**Task instructions**:
Please print the whole listing again, exactly as shown.

**Data listing**:

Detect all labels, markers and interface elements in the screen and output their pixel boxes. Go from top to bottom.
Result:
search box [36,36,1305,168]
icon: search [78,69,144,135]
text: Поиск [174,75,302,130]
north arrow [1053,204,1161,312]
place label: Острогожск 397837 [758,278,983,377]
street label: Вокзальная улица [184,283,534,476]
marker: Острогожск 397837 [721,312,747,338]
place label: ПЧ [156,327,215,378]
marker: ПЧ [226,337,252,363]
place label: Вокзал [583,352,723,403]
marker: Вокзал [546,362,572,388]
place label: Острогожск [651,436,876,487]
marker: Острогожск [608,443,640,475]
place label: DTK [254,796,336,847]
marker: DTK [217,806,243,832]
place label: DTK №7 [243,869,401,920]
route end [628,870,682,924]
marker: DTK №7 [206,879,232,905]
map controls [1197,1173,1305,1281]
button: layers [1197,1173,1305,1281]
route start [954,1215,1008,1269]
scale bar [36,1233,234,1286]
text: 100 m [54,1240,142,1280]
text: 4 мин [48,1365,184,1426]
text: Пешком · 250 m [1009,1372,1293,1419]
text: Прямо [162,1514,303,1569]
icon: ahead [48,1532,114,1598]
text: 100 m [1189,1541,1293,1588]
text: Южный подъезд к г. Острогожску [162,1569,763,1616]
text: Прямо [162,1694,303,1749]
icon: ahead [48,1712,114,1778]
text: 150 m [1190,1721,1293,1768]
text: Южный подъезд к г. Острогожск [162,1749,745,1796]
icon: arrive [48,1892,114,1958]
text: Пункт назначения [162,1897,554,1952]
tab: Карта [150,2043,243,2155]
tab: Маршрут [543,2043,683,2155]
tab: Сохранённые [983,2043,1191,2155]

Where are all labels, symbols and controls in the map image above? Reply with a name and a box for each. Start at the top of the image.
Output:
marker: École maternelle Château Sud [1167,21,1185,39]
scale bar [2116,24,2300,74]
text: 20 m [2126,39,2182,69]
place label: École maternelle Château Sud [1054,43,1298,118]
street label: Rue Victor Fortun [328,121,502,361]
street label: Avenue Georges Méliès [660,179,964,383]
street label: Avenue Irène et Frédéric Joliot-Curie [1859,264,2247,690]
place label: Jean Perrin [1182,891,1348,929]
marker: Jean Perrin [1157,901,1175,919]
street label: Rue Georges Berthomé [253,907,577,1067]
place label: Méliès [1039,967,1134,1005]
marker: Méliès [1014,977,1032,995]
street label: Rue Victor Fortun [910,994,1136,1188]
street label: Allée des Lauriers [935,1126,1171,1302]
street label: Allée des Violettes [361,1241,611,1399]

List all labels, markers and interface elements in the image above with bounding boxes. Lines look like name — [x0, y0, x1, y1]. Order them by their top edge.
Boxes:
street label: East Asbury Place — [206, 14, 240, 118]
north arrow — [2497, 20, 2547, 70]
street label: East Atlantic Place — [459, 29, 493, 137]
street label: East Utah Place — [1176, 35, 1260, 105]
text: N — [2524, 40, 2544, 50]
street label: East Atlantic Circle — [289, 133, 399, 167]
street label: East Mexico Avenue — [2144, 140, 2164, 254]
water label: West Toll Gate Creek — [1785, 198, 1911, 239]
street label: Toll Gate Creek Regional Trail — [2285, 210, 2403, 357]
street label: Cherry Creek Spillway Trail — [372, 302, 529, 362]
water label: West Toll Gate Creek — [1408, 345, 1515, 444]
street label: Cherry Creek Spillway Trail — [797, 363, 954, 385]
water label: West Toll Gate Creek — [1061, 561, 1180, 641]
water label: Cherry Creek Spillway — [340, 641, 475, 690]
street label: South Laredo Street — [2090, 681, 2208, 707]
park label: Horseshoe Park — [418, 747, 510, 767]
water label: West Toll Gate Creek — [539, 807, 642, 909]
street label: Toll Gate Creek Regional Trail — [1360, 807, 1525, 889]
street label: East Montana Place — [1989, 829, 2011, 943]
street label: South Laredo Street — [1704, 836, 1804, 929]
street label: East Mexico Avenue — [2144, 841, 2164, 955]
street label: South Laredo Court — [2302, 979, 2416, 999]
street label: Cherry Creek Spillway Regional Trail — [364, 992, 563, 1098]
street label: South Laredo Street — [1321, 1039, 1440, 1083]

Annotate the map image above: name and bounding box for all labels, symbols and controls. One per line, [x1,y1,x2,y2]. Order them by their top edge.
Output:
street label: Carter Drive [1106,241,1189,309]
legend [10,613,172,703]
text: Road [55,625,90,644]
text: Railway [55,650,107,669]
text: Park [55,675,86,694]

**Solution to this problem**:
Detect all labels, markers and interface elements in the screen and output their pixel boxes. Go from top to bottom.
Result:
search box [36,36,1305,168]
icon: search [78,69,144,135]
text: Поиск [174,75,302,130]
north arrow [1053,204,1161,312]
place label: Острогожск 397837 [758,278,983,377]
street label: Вокзальная улица [184,283,534,476]
marker: Острогожск 397837 [721,312,747,338]
place label: ПЧ [156,327,215,378]
marker: ПЧ [226,337,252,363]
place label: Вокзал [583,352,723,403]
marker: Вокзал [546,362,572,388]
place label: Острогожск [651,436,876,487]
marker: Острогожск [608,443,640,475]
place label: DTK [254,796,336,847]
marker: DTK [217,806,243,832]
place label: DTK №7 [243,869,401,920]
route end [628,870,682,924]
marker: DTK №7 [206,879,232,905]
map controls [1197,1173,1305,1281]
button: layers [1197,1173,1305,1281]
route start [954,1215,1008,1269]
scale bar [36,1233,234,1286]
text: 100 m [54,1240,142,1280]
text: 4 мин [48,1365,184,1426]
text: Пешком · 250 m [1009,1372,1293,1419]
text: Прямо [162,1514,303,1569]
icon: ahead [48,1532,114,1598]
text: 100 m [1189,1541,1293,1588]
text: Южный подъезд к г. Острогожску [162,1569,763,1616]
text: Прямо [162,1694,303,1749]
icon: ahead [48,1712,114,1778]
text: 150 m [1190,1721,1293,1768]
text: Южный подъезд к г. Острогожск [162,1749,745,1796]
icon: arrive [48,1892,114,1958]
text: Пункт назначения [162,1897,554,1952]
tab: Карта [150,2043,243,2155]
tab: Маршрут [543,2043,683,2155]
tab: Сохранённые [983,2043,1191,2155]

Where are all labels, symbols and controls in the map image above? Reply with a name and a box for each. Start at the top of the image.
Output:
marker: École maternelle Château Sud [1167,21,1185,39]
scale bar [2116,24,2300,74]
text: 20 m [2126,39,2182,69]
place label: École maternelle Château Sud [1054,43,1298,118]
street label: Rue Victor Fortun [328,121,502,361]
street label: Avenue Georges Méliès [660,179,964,383]
street label: Avenue Irène et Frédéric Joliot-Curie [1859,264,2247,690]
place label: Jean Perrin [1182,891,1348,929]
marker: Jean Perrin [1157,901,1175,919]
street label: Rue Georges Berthomé [253,907,577,1067]
place label: Méliès [1039,967,1134,1005]
marker: Méliès [1014,977,1032,995]
street label: Rue Victor Fortun [910,994,1136,1188]
street label: Allée des Lauriers [935,1126,1171,1302]
street label: Allée des Violettes [361,1241,611,1399]

List all labels, markers and interface elements in the image above with bounding boxes. Lines look like name — [x0, y0, x1, y1]. Order them by their top edge.
Boxes:
street label: East Asbury Place — [206, 14, 240, 118]
north arrow — [2497, 20, 2547, 70]
street label: East Atlantic Place — [459, 29, 493, 137]
street label: East Utah Place — [1176, 35, 1260, 105]
text: N — [2524, 40, 2544, 50]
street label: East Atlantic Circle — [289, 133, 399, 167]
street label: East Mexico Avenue — [2144, 140, 2164, 254]
water label: West Toll Gate Creek — [1785, 198, 1911, 239]
street label: Toll Gate Creek Regional Trail — [2285, 210, 2403, 357]
street label: Cherry Creek Spillway Trail — [372, 302, 529, 362]
water label: West Toll Gate Creek — [1408, 345, 1515, 444]
street label: Cherry Creek Spillway Trail — [797, 363, 954, 385]
water label: West Toll Gate Creek — [1061, 561, 1180, 641]
water label: Cherry Creek Spillway — [340, 641, 475, 690]
street label: South Laredo Street — [2090, 681, 2208, 707]
park label: Horseshoe Park — [418, 747, 510, 767]
water label: West Toll Gate Creek — [539, 807, 642, 909]
street label: Toll Gate Creek Regional Trail — [1360, 807, 1525, 889]
street label: East Montana Place — [1989, 829, 2011, 943]
street label: South Laredo Street — [1704, 836, 1804, 929]
street label: East Mexico Avenue — [2144, 841, 2164, 955]
street label: South Laredo Court — [2302, 979, 2416, 999]
street label: Cherry Creek Spillway Regional Trail — [364, 992, 563, 1098]
street label: South Laredo Street — [1321, 1039, 1440, 1083]

Annotate the map image above: name and bounding box for all labels, symbols and controls. One per line, [x1,y1,x2,y2]. Order them by their top edge.
Output:
street label: Carter Drive [1106,241,1189,309]
legend [10,613,172,703]
text: Road [55,625,90,644]
text: Railway [55,650,107,669]
text: Park [55,675,86,694]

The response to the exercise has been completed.